How your coffee shop could take over the world: Big Data & the Network Effect

The transition into the digital era was marked by a ubiquity of personal computers in all shapes and sizes. From personal computer to mobile phones to smart car consoles, technology intruded into our daily lives faster than we could measure the implications. The practical uses of these devices and their applications are obvious — we watch shows on Netflix, we use social media to connect with friends, and we use Teslas to drive without having to use our hands.

But sometimes the uses aren’t so obvious. Maybe we use social media to post photos, or share our locations with friends, or look at news feeds, or share our opinions, or all at the same time. The point is, modern technologies can be rather amorphous in their functions and purpose. As users, we have little sense of what data is actually being collected and operated on when we’re using technology. Perhaps Facebook is tracking the phrases we use the most in our private messages under the guise of optimizing user experience, or Netflix is analyzing the movies in order to psychologically analyze us. A number of privacy and transparency regulations, such as the Eureopean Union’s General Data Protection Regulation (EUGDPR), have been enacted in order to protect users from these issues. However, as technology evolves, it becomes more and more difficult to identify what data may be compromising and in what manner we are exposing ourselves.

The Rise of Artificial Intelligence

The crux of the issue is the development of advanced machine learning and the rise of artificial intelligence.

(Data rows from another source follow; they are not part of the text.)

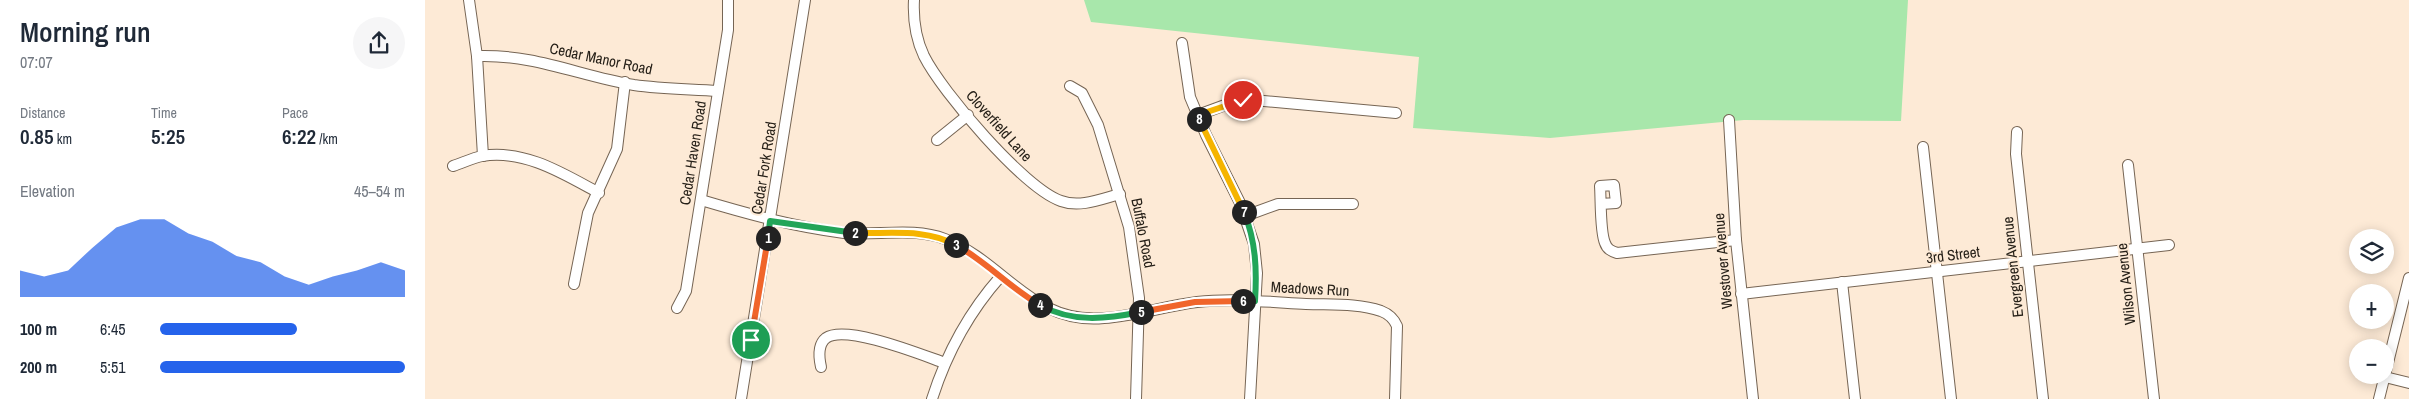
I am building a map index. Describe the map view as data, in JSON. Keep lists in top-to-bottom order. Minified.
{"streets":{"street":["Cedar Manor Road","Cloverfield Lane","Cedar Haven Road","Cedar Fork Road","Buffalo Road","3rd Street","Westover Avenue","Evergreen Avenue","Wilson Avenue","Meadows Run"]},"crossings":[["Cedar Manor Road","Cedar Haven Road"],["Cloverfield Lane","Buffalo Road"],["Cedar Haven Road","Meadows Run"],["Cedar Fork Road","Meadows Run"],["Buffalo Road","Meadows Run"],["3rd Street","Westover Avenue"],["3rd Street","Evergreen Avenue"],["3rd Street","Wilson Avenue"]],"page":{"heading":["Morning run","07:07"],"stats":[["Distance","0.85 km"],["Time","5:25"],["Pace","6:22 /km"]],"pins":["8","7","2","1","3","6","4","5"],"chart":["Elevation","45–54 m"],"map_buttons":["+","−"],"list":[{"name":"100 m","note":"6:45"},{"name":"200 m","note":"5:51"}]}}
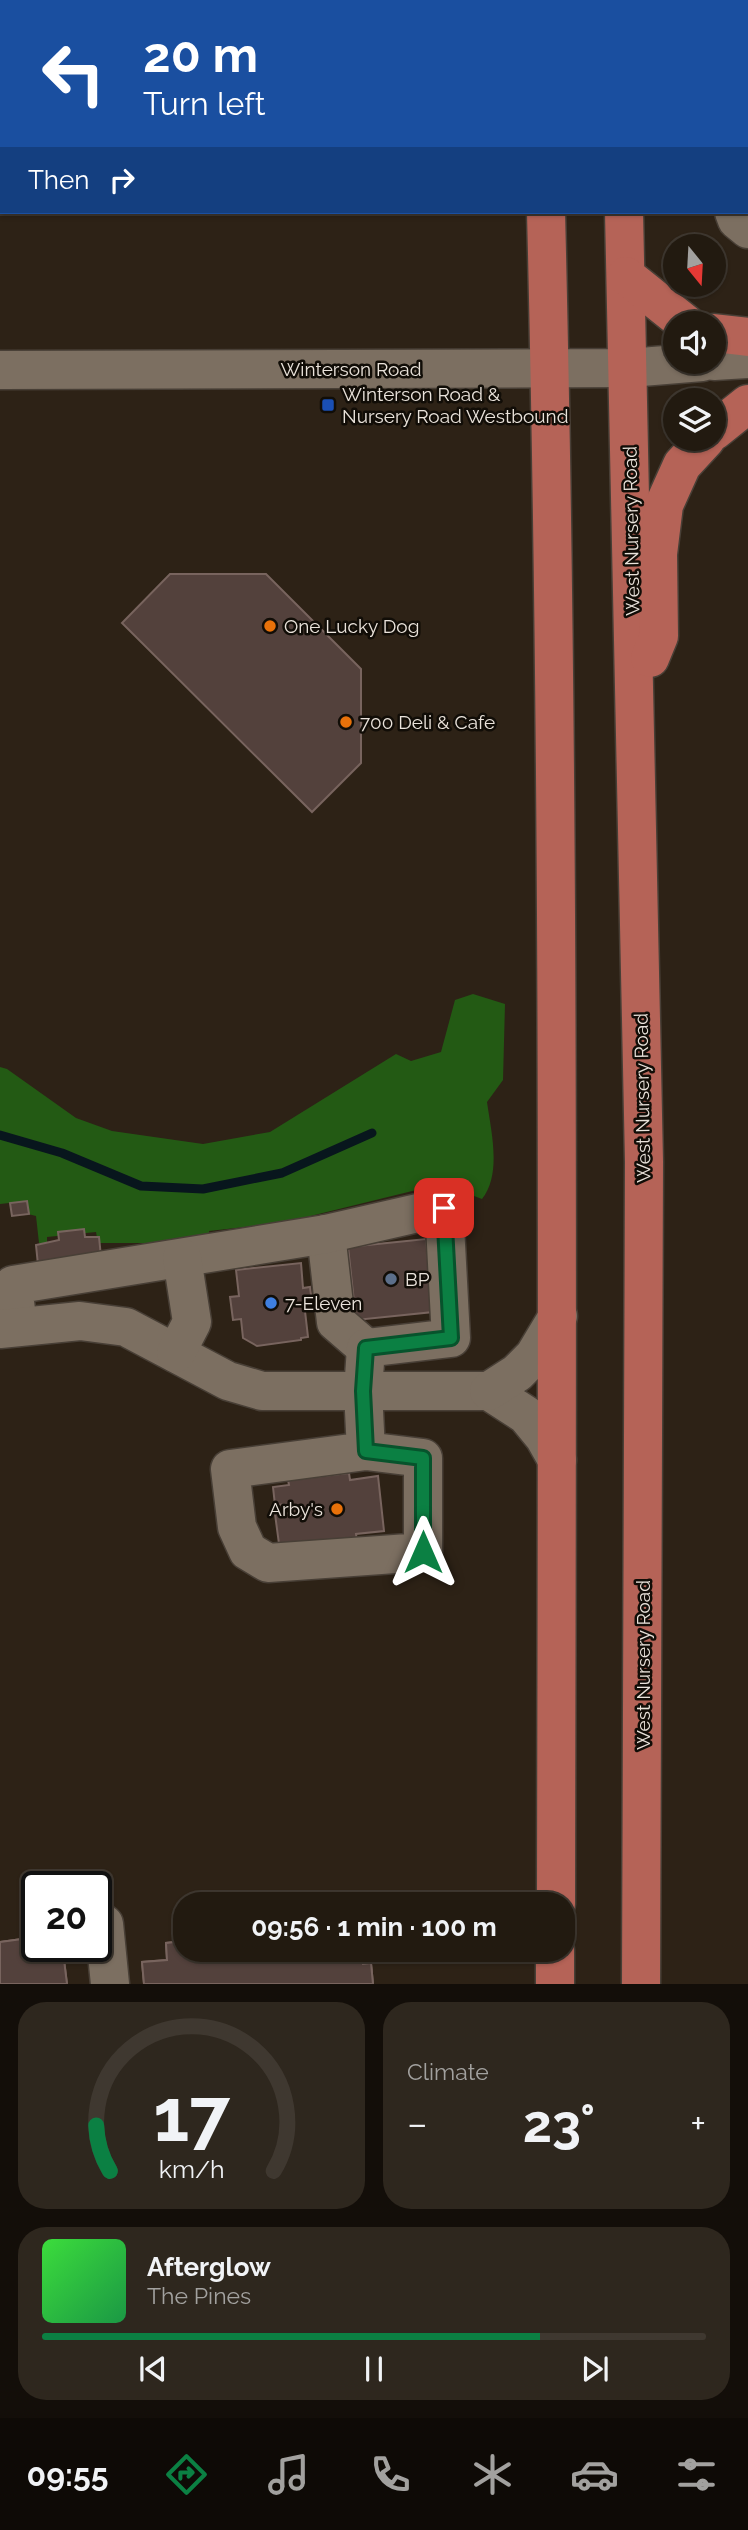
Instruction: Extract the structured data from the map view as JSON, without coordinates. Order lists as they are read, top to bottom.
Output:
{
  "streets": {
    "main road": ["West Nursery Road"],
    "street": ["Winterson Road"]
  },
  "crossings": [
    ["Winterson Road", "West Nursery Road"]
  ],
  "places": {
    "transit": ["Winterson Road & Nursery Road Westbound"],
    "other": [
      "One Lucky Dog",
      "700 Deli & Cafe",
      "BP",
      "7-Eleven",
      "Arby's"
    ]
  },
  "north": "bottom",
  "page": {
    "turn": ["20 m", "Turn left"],
    "then": "Then",
    "limit": "20",
    "trip": "09:56 · 1 min · 100 m",
    "tile": "Climate",
    "heat": ["−", "23°", "+"],
    "song": ["Afterglow", "The Pines"],
    "tabs": "09:55",
    "gauge": ["17", "km/h"]
  }
}
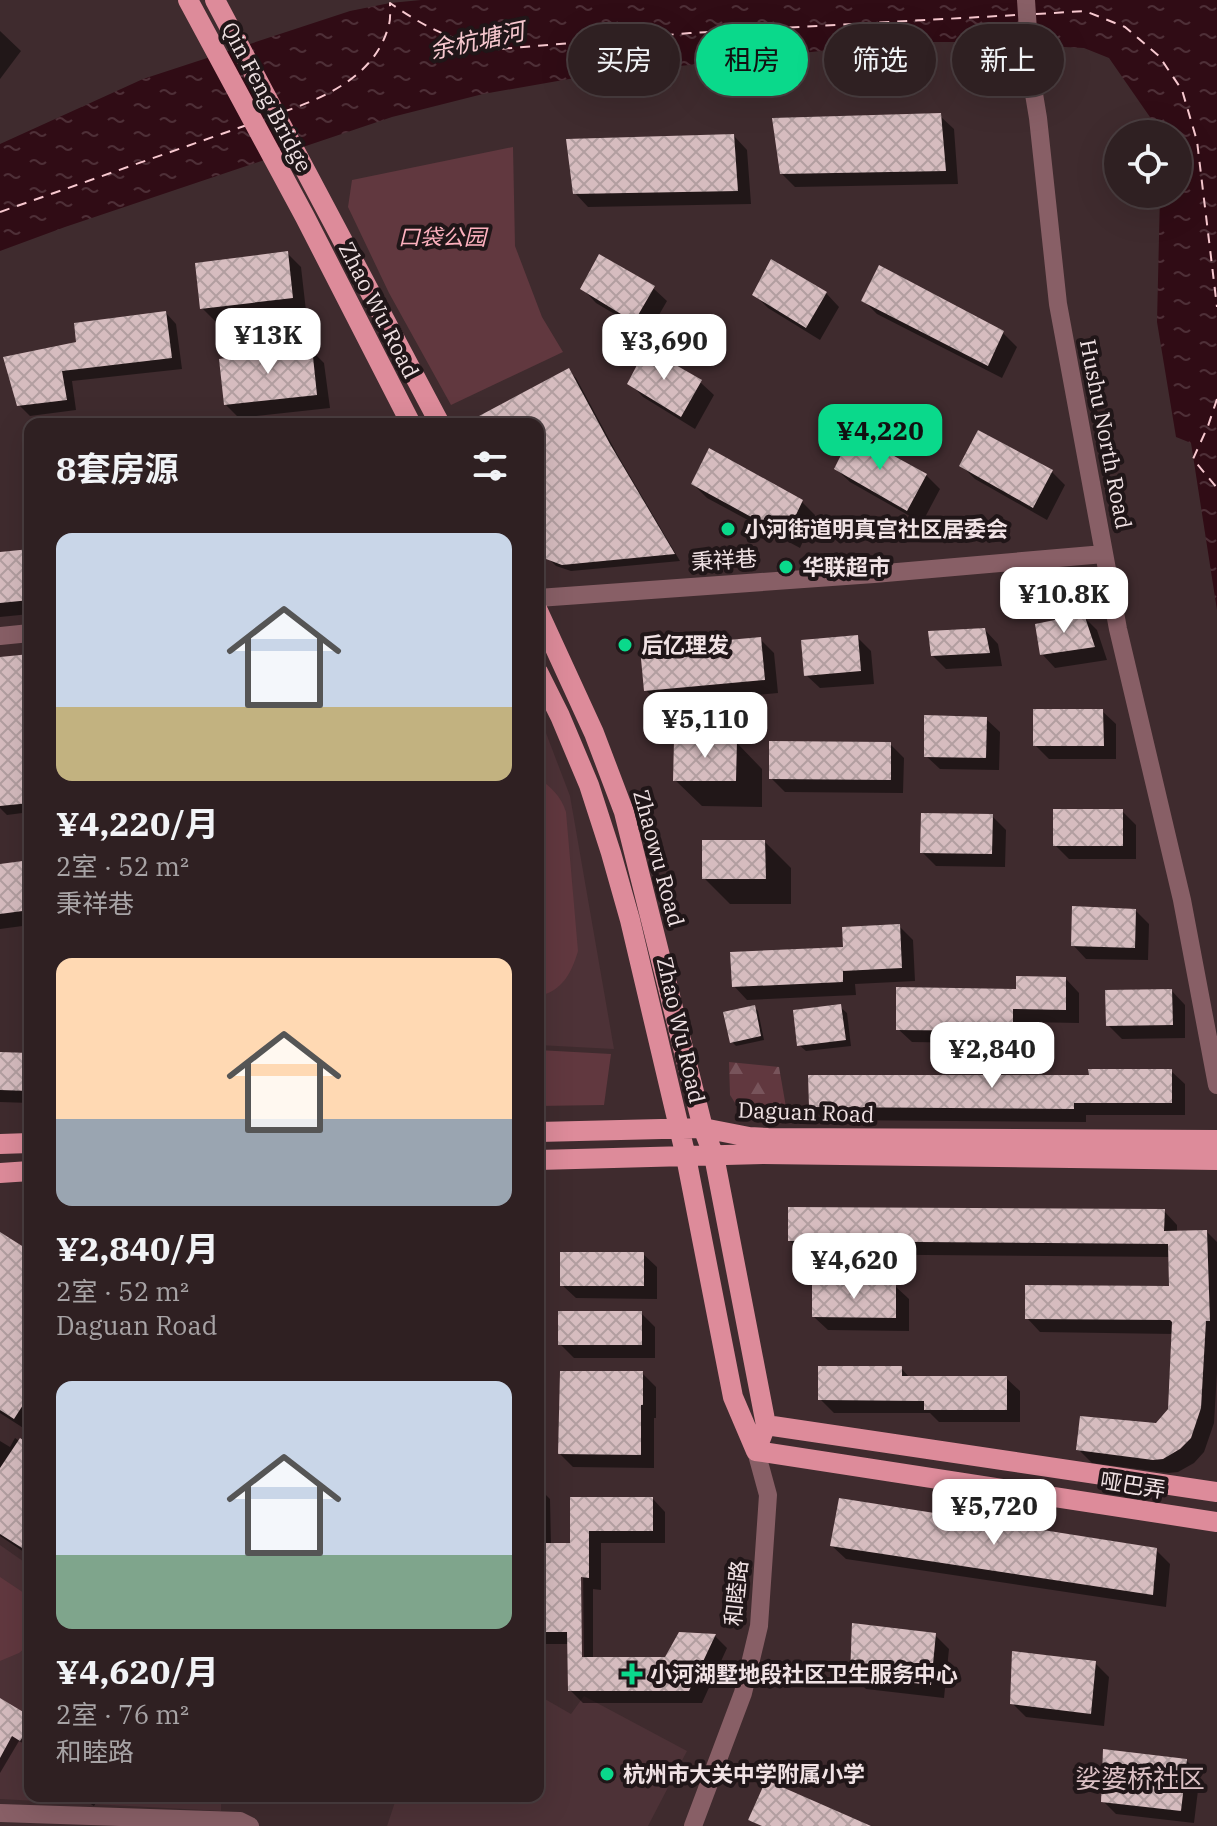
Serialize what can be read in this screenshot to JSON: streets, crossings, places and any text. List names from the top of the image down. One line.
{"streets":{"main road":["Qin Feng Bridge","Zhao Wu Road","Zhaowu Road","Daguan Road","哑巴弄","和睦路"],"street":["Hushu North Road","秉祥巷"]},"crossings":[["Qin Feng Bridge","Zhao Wu Road"],["Zhao Wu Road","Daguan Road"],["Zhao Wu Road","和睦路"],["Hushu North Road","秉祥巷"],["Zhaowu Road","Daguan Road"],["Daguan Road","和睦路"],["哑巴弄","和睦路"]],"districts":["娑婆桥社区"],"water":["余杭塘河"],"parks":["口袋公园"],"places":{"other":["小河街道明真宫社区居委会","华联超市","后亿理发","杭州市大关中学附属小学"],"health":["小河湖墅地段社区卫生服务中心"]},"page":{"chip":["买房","租房","筛选","新上"],"price":["¥13K","¥3,690","¥4,220","¥10.8K","¥5,110","¥2,840","¥4,620","¥5,720"],"heading":"8套房源","list":[{"name":"¥4,220/月","note":"2室 · 52 m² · 秉祥巷"},{"name":"¥2,840/月","note":"2室 · 52 m² · Daguan Road"},{"name":"¥4,620/月","note":"2室 · 76 m² · 和睦路"}]}}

In general, the AI horror story resembles something out of Terminator:

The reality is that the dangers of AI already pervade our culture. Terminator depicts artificial general intelligence (AGI), which describes an artificially intelligent system that can perform any task that a human can and is a long way away. Scary, but not relevant to our lives quite yet.

The other type of AI is called weak artificial intelligence (also known as narrow AI or specific AI), which is an artificially intelligent system designed to optimize for one specific task, such voice or text recognition. This type triggers less visceral fear — who would be scared of an AI that is simply really good at reading? The name, weak AI, isn’t very intimidating either. Nevertheless, this type of artificial intelligence has already pervaded our everyday lives. It can be beneficial in many cases, such as Google Maps optimizing our routes according to traffic patterns or spam filtering for emails. However, in a very real sense, nightmare scenarios can occur and have occurred.

The Nightmare Scenario

Consider a scenario in which there is a dataset with your basic identity, who you associate with, and what you browse on the Internet. With this information, a weak AI system could learn trends in our networks and analyze our personalities in order for a malicious actor to manipulate us. The immediate question is, how could we allow all of this data to be collected? The unfortunate answer is that it already has been.

In 2014, all it took was a personality survey on Facebook that scraped information from user profiles. Information on profiles, likes, and friends was collected and ultimately was provided to the firm Cambridge Analytica. With the help of AI, the data could be used to manipulate users in any number of ways, such as through targeted election ads.

Technology may collect data in an unpredictable variety of ways, and this data can come in many shapes and forms. With the help of AI systems, collections of data become much more powerful than the sum of their parts. This can be seen as a form of the network effect— large networks of users prove to be exponentially more valuable than smaller networks.

Regulatory acts were passed in response to the Facebook data breach. The line of privacy becomes much more blurred, however, when users give consent to give up their data.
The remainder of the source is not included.